Édito

De quoi l’espace public est-il le nom ?

Penn State (CC 2.0) via Flickr

En juillet, le monde découvrait, stupéfait, la folie Pokémon GO, tandis que des hordes de joueurs de tous âges déferlaient dans les rues et parcs à la recherche de créatures virtuelles. En juillet, le jeu atteignit les 130 millions de téléchargements et dépassa Twitter en fréquentation quotidienne.

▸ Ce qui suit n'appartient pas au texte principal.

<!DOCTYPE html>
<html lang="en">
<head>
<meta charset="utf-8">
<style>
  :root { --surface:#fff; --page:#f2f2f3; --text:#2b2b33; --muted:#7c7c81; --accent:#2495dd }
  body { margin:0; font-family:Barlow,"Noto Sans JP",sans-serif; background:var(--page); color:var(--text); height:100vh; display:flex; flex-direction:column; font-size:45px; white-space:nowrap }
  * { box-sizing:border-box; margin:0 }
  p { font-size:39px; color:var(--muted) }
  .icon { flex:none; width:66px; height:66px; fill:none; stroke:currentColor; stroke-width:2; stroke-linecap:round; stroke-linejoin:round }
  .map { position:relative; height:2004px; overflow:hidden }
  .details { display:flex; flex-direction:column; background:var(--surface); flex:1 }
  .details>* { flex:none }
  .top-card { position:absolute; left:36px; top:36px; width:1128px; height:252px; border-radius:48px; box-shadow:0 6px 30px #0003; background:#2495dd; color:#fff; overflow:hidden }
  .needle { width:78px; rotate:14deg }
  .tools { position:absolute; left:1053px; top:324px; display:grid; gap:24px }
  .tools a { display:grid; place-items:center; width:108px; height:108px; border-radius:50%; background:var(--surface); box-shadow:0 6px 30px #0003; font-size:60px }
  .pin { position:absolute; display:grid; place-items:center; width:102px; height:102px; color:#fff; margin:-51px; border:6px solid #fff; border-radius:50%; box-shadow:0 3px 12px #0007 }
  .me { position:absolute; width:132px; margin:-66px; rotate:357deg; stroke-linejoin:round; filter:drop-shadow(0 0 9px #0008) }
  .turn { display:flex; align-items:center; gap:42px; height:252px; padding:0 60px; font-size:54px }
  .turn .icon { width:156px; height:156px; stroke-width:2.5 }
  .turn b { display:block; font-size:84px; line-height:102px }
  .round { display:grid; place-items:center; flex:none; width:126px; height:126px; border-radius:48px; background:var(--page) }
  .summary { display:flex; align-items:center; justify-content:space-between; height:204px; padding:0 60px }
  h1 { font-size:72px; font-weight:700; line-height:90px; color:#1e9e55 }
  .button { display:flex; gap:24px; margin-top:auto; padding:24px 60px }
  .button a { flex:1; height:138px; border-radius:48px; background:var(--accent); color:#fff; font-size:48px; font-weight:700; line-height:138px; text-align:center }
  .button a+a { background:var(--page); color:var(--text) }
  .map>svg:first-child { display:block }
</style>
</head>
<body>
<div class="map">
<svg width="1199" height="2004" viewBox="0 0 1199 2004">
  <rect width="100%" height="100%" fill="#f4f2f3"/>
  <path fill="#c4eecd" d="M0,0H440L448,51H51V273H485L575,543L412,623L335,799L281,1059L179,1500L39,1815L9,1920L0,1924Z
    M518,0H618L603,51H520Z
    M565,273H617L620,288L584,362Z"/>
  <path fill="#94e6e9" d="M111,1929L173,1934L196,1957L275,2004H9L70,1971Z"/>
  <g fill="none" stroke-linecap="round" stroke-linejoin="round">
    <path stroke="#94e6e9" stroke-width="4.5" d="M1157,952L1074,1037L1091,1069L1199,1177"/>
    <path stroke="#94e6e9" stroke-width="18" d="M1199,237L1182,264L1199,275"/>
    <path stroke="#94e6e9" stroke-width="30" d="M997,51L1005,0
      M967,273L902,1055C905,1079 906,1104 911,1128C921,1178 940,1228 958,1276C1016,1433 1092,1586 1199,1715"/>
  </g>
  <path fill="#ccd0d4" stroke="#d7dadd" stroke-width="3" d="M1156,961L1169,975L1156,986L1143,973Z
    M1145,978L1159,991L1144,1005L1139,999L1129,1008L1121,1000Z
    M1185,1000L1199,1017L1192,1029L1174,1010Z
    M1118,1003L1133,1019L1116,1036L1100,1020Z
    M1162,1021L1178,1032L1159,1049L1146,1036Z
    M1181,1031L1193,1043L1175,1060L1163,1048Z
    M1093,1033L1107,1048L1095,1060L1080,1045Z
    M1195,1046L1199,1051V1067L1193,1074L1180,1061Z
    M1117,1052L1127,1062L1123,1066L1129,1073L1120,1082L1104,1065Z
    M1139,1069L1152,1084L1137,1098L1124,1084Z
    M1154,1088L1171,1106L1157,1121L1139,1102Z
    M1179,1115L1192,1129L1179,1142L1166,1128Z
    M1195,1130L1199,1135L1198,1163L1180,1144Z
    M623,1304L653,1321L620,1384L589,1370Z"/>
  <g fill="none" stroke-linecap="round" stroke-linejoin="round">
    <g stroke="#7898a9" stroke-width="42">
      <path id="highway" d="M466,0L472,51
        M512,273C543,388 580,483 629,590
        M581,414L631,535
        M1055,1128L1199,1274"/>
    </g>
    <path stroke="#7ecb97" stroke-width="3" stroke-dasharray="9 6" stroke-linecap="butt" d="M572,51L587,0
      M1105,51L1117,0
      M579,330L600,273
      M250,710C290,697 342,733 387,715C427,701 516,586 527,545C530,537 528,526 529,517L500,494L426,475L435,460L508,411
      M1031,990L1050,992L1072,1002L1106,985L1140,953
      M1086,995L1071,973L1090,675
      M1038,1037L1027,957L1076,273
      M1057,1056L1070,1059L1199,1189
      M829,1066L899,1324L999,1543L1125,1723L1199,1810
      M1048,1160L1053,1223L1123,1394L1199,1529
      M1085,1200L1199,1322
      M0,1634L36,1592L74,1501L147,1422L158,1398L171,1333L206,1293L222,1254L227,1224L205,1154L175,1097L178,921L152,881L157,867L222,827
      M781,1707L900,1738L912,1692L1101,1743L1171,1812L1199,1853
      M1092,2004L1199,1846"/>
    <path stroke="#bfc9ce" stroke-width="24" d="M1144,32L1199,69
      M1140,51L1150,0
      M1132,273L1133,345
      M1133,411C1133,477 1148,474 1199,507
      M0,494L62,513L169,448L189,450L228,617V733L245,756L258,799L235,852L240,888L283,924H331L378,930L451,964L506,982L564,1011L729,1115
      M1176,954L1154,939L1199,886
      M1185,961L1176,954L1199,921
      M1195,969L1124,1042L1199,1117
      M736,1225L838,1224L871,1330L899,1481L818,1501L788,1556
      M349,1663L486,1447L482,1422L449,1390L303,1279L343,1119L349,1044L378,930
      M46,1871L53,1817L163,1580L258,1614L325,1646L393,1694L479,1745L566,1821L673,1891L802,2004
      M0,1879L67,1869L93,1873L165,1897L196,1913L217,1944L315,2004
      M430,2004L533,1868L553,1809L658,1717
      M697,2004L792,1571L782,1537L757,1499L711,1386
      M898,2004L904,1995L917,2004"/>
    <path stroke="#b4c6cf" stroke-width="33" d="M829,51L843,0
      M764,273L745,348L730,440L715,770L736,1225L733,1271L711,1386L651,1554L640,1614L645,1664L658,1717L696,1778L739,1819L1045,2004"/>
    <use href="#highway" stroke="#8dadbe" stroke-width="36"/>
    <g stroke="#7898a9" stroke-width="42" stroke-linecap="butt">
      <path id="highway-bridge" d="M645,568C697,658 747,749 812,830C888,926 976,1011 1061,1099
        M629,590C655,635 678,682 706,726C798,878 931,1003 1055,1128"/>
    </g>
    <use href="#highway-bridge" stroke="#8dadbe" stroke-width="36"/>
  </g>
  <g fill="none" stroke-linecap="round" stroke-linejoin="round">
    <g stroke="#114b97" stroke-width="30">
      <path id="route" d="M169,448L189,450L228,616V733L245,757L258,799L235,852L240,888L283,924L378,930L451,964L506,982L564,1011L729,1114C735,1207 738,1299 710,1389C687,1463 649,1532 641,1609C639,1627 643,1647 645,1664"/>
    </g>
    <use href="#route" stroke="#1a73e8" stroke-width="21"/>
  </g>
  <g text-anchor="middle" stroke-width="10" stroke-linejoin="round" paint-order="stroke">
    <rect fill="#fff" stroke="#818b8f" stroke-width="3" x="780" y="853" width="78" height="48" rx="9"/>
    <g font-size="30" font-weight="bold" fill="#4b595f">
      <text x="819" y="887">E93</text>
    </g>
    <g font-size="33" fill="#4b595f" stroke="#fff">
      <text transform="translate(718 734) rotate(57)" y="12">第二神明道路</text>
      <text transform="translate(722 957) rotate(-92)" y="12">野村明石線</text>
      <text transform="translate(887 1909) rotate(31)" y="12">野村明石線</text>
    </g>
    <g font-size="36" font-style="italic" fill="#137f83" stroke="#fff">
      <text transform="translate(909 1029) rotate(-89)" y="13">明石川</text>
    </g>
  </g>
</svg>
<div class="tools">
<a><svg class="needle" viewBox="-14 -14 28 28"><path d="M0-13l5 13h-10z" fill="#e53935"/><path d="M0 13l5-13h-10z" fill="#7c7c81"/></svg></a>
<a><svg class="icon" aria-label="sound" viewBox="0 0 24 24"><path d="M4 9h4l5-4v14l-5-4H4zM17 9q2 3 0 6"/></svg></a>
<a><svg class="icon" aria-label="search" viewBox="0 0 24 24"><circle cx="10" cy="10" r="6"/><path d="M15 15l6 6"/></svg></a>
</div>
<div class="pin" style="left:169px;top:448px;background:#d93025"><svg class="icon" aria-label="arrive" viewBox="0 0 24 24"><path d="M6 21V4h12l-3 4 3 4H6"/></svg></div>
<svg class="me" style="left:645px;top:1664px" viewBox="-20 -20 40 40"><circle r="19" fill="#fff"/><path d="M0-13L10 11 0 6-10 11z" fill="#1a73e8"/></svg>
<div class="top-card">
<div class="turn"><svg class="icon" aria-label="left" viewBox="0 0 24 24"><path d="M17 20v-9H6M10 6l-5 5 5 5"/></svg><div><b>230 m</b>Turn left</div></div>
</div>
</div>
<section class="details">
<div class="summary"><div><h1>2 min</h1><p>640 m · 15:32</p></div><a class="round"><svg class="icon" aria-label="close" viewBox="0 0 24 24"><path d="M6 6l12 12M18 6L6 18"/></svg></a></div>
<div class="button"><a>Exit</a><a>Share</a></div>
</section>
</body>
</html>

De nombreuses voix se sont élevées pour saluer ce jeu qui encouragerait l’interaction avec autrui, l’activité physique, une attention renouvelée au patrimoine architectural ou encore des liens plus étroits avec notre environnement. Plus fondamentalement, Pokémon GO superpose à nos espaces publics tangibles un nouvel espace virtuel, dont personne ne semble savoir quelles règles doivent le régir. Plus encore : le jeu ignore, et donc défie, les usages traditionnellement conférés aux espaces publics, alors que les parcs deviennent des terrains de chasse, les monuments historiques des PokéStops, et les limites entre propriété privée et espaces publics tout simplement invisibles. Le jeu a permis à certains de se poser pour la première fois la question de la qualité des espaces publics dans lesquels ils se meuvent, prenant soudain conscience, par exemple, de la difficulté de se déplacer à pied de façon confortable dans certains quartiers ou dans certaines rues. Des débats sur l’aménagement urbain “crowd-sourcés” grâce à un jeu vidéo : qui l’aurait cru ?

Ces rassemblements imprévisibles sont source d’étonnement en France, où les autorités se sont montrées par moment peu enthousiastes à la vue de cet usage inattendu et non régulé de l’espace public, un espace public vivant actuellement à l’ombre d’un état d’urgence prolongé. Dans une commune française, un arrêté municipal a tout bonnement interdit Pokémon GO pour des motifs de sécurité, démontrant que cette nouvelle pratique ludique ne coexiste pas aisément avec les tensions qui traversent en ce moment l’espace public français. Ce qui nous rappelle une autre série d’arrêtés non moins célèbres, interdisant le burkini dans l’intérêt de l’ordre public ou, dans un autre ordre d’idées, les tensions ponctuelles que suscitent, à New York, les attroupements autour des kiosques d’internet à très haut débit installés dans le cadre du projet LinkNYC.

Pokémon GO ignore, et donc défie, les usages traditionnellement conférés aux espaces publics.

Que faire des rapports complexes qu’entretient la France avec l’espace public ? En France, cet espace est celui où une nation éprouvée s’efforce de continuer de vivre ensemble dans un équilibre précaire maintenu tant bien que mal par les pouvoirs publics. Ceci fait de l’espace public une courroie de transmission à travers laquelle l’État signale ce que le vivre ensemble autorise, ce qu’il requiert, et ce qu’il interdit. Cette vision est le produit de l’histoire française ; l’espace public y est, par essence, hautement politique et foncièrement différent de l’espace privé, une distinction que l’État, contrairement à Pokémon GO, entend bien défendre.

Par-delà les lignes de force historiques, les mutations sociétales créent des demandes nouvelles et parfois imprévues vis-à-vis des espaces publics, rappelant, s’il en était besoin, que ces espaces sont façonnés en grande partie par les usages qu’en font les citadins. Dès lors, est-il légitime de continuer de concevoir les espaces publics urbains de façon isolée, sans prendre en compte les attentes et expériences des utilisateurs ? In fine, il aura fallu un phénomène culturel mondial et un habit de bain controversé pour nous rappeler que la réflexion collective autour des usages acceptés dans ces espaces est une tâche nécessaire, universelle et jamais parachevée alors que le fait urbain continue de s’étendre.

 

Cet édito est extrait de L’Instant Urbain (septembre 2016) de La Fabrique de la Cité.